RECORDS FOR THE TASK Block Start

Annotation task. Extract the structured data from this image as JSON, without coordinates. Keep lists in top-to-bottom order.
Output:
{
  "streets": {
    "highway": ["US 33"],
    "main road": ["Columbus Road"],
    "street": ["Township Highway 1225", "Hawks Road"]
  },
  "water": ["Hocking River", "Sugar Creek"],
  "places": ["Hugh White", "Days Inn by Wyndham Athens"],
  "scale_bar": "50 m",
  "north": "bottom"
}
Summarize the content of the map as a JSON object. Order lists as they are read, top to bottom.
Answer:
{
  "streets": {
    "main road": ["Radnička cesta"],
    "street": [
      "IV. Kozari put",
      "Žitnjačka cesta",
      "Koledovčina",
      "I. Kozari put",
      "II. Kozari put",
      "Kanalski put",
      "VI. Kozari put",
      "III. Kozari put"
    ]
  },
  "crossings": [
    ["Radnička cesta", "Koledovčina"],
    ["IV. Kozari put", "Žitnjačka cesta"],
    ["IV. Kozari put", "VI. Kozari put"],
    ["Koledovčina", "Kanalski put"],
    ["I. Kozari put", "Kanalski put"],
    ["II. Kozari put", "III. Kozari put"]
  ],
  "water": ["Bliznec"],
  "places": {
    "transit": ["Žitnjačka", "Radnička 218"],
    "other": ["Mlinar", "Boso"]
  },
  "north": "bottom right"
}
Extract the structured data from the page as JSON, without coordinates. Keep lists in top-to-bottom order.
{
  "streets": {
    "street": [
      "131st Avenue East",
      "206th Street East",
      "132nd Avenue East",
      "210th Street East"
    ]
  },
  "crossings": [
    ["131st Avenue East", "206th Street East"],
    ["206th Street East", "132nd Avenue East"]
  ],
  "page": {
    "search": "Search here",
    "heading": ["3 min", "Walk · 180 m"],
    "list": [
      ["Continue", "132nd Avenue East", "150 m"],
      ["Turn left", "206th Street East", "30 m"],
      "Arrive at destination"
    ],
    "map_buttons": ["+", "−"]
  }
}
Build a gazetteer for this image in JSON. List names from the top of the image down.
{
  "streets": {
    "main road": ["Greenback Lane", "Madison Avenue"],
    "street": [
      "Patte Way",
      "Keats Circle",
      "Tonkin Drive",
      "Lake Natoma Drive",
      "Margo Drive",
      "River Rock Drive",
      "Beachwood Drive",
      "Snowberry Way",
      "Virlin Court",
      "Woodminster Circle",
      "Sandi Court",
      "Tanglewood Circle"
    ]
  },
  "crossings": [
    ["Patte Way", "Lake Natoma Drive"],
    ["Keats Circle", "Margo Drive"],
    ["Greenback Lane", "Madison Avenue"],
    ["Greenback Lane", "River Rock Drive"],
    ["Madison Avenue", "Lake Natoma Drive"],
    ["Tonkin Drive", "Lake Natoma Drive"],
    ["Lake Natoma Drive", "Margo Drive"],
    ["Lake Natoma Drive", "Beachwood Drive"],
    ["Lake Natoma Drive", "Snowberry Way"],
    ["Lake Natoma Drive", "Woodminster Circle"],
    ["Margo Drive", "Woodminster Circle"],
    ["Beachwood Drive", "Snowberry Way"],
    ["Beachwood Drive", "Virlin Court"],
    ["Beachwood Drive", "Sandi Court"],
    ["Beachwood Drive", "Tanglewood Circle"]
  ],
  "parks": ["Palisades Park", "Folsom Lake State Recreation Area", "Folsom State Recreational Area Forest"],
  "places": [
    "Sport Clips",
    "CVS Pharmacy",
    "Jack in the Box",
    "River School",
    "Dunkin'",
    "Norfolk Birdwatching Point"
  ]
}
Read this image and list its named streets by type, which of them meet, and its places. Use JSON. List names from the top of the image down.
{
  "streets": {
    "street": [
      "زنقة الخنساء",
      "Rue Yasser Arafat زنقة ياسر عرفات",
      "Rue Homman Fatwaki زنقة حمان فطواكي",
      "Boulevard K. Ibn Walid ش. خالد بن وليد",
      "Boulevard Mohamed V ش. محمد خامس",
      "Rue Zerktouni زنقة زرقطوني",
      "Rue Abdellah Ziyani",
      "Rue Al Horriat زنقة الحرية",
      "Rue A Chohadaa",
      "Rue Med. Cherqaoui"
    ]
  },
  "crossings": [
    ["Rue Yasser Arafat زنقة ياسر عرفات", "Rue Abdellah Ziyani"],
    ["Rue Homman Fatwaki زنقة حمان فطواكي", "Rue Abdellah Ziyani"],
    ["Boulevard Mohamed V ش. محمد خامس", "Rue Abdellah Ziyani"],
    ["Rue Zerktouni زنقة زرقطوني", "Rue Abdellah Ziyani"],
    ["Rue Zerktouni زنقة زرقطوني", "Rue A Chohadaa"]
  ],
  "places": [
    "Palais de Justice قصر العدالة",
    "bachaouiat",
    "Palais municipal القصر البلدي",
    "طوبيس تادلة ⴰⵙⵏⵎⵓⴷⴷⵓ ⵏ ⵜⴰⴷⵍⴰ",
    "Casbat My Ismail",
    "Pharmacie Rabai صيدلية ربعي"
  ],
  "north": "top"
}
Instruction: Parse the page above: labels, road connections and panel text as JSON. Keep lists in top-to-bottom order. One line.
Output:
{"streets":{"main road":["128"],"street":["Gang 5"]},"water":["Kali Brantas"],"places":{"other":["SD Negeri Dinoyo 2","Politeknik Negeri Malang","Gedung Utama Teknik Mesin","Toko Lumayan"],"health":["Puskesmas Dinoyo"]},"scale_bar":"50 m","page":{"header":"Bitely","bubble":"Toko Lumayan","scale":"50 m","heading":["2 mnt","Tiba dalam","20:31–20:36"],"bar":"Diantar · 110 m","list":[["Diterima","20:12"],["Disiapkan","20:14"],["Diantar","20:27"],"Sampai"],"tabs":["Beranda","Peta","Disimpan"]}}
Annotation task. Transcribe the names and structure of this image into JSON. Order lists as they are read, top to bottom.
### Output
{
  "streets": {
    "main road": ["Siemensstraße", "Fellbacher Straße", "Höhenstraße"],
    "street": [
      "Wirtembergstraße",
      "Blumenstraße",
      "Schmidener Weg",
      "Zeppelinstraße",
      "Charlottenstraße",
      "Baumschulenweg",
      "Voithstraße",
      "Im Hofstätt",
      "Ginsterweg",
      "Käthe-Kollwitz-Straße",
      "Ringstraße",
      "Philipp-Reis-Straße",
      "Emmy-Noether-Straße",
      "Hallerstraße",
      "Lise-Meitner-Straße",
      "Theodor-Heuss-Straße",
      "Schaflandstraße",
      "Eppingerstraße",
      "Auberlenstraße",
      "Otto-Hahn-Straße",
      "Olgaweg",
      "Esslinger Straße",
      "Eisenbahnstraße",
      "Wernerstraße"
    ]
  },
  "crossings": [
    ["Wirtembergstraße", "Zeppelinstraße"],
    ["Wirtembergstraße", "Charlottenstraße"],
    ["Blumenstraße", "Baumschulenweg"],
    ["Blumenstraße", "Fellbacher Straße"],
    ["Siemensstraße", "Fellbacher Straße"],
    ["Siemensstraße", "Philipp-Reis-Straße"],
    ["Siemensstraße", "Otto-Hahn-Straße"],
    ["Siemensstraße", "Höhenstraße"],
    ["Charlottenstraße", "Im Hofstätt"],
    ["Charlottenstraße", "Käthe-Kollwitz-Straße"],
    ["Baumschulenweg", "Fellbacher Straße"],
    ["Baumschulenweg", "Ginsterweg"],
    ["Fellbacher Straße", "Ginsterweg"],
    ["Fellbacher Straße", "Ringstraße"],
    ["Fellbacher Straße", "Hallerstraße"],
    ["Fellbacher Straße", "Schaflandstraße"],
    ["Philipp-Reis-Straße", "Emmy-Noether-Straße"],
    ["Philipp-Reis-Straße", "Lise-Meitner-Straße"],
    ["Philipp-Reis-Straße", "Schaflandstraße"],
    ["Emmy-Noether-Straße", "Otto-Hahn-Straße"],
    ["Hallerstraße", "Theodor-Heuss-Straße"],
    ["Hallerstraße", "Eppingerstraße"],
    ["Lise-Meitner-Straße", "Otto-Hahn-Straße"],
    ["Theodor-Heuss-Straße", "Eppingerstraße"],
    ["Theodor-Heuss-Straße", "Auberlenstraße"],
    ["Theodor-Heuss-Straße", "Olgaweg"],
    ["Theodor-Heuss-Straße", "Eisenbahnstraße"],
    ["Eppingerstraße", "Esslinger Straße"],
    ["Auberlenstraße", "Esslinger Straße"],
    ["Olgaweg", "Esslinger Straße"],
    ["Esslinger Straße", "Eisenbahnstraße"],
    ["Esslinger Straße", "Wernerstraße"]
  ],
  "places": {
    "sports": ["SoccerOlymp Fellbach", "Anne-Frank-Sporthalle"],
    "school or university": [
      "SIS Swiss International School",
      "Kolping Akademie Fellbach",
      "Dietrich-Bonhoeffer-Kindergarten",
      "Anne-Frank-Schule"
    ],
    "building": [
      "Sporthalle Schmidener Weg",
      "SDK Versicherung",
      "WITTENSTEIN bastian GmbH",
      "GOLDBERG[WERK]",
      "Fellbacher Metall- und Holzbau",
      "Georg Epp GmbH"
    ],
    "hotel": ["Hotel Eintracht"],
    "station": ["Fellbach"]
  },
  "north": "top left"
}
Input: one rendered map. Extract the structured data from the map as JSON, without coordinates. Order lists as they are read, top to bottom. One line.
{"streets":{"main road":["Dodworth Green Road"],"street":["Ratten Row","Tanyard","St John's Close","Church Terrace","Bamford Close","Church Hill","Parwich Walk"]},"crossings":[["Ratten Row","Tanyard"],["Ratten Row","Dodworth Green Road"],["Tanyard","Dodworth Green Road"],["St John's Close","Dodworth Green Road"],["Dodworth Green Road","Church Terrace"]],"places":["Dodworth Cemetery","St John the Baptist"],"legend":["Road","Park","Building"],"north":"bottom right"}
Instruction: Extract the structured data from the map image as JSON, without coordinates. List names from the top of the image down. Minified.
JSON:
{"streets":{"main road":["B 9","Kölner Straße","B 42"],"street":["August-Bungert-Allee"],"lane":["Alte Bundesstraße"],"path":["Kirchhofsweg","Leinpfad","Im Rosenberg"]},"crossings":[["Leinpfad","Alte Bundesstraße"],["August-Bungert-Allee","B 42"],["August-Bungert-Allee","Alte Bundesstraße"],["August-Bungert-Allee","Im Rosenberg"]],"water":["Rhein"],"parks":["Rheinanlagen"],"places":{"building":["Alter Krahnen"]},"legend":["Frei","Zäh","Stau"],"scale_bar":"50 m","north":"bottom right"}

RECORDS FOR THE TASK Block End

## WHAT YOU WILL DO
In the entries above, some lines hold the string "Philipp". Copy each of them.

## YOUR SOLUTION
      "Philipp-Reis-Straße",
    ["Siemensstraße", "Philipp-Reis-Straße"],
    ["Philipp-Reis-Straße", "Emmy-Noether-Straße"],
    ["Philipp-Reis-Straße", "Lise-Meitner-Straße"],
    ["Philipp-Reis-Straße", "Schaflandstraße"],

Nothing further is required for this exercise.